AIM OF THE EXERCISE: From the records, pick out and copy each line containing "Share".

Stored items from a collection
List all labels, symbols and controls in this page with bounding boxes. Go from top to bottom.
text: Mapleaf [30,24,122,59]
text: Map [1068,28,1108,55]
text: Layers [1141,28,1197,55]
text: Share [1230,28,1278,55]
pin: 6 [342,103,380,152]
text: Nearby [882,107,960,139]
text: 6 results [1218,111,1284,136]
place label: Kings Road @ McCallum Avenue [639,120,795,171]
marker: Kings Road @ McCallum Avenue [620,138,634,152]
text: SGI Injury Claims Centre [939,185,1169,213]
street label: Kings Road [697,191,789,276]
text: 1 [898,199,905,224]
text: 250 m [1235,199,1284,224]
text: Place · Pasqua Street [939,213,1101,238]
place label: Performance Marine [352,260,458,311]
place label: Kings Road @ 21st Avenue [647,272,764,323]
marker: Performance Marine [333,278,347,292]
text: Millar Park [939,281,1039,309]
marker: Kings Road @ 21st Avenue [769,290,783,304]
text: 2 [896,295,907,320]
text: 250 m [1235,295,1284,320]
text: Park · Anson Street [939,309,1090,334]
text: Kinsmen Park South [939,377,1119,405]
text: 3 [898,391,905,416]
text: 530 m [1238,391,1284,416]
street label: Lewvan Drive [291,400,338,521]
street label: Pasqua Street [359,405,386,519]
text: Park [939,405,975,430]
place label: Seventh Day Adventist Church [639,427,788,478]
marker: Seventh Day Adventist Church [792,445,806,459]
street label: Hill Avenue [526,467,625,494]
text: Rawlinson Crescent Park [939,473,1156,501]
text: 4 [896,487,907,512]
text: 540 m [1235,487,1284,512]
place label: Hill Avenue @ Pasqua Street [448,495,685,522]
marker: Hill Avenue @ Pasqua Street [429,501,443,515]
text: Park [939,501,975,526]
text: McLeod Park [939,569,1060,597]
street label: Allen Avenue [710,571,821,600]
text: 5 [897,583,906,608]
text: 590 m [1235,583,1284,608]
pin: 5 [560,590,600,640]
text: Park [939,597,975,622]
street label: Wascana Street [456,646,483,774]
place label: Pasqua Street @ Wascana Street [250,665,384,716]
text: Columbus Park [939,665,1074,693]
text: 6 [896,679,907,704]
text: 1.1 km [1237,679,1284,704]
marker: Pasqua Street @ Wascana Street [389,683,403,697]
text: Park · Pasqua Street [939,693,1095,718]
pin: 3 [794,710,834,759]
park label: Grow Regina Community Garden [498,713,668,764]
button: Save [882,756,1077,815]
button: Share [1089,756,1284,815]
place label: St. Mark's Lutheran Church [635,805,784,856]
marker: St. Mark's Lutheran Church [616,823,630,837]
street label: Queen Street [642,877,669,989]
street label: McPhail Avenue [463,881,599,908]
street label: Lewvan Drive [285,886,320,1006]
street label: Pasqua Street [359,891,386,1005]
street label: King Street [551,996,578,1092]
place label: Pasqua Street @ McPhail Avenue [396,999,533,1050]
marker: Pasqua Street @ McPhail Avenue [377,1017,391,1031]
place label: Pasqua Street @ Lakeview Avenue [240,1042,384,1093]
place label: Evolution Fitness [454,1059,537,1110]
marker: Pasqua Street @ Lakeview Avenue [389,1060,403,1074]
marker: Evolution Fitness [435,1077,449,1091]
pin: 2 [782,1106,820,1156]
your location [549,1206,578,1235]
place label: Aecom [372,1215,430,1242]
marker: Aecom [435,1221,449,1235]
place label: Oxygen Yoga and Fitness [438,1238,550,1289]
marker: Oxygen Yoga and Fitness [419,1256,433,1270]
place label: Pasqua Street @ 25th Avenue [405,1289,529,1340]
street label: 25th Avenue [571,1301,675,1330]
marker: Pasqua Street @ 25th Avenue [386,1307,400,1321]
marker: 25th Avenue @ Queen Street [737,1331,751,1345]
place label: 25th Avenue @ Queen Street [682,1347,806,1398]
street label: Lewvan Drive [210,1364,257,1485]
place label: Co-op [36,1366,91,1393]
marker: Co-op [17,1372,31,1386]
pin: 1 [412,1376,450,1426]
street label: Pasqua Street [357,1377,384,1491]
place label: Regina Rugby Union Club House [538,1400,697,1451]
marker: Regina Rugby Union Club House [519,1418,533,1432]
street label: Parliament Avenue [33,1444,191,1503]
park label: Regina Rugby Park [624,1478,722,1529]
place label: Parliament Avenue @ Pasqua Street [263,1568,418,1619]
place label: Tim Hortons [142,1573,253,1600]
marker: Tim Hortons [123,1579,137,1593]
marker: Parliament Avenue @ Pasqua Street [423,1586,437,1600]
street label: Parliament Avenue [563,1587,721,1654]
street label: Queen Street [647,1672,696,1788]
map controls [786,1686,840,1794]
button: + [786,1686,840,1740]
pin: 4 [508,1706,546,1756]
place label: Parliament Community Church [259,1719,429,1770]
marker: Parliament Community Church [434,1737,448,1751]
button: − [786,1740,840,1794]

SOLUTION TO THIS PROBLEM:
text: Share [1230,28,1278,55]
button: Share [1089,756,1284,815]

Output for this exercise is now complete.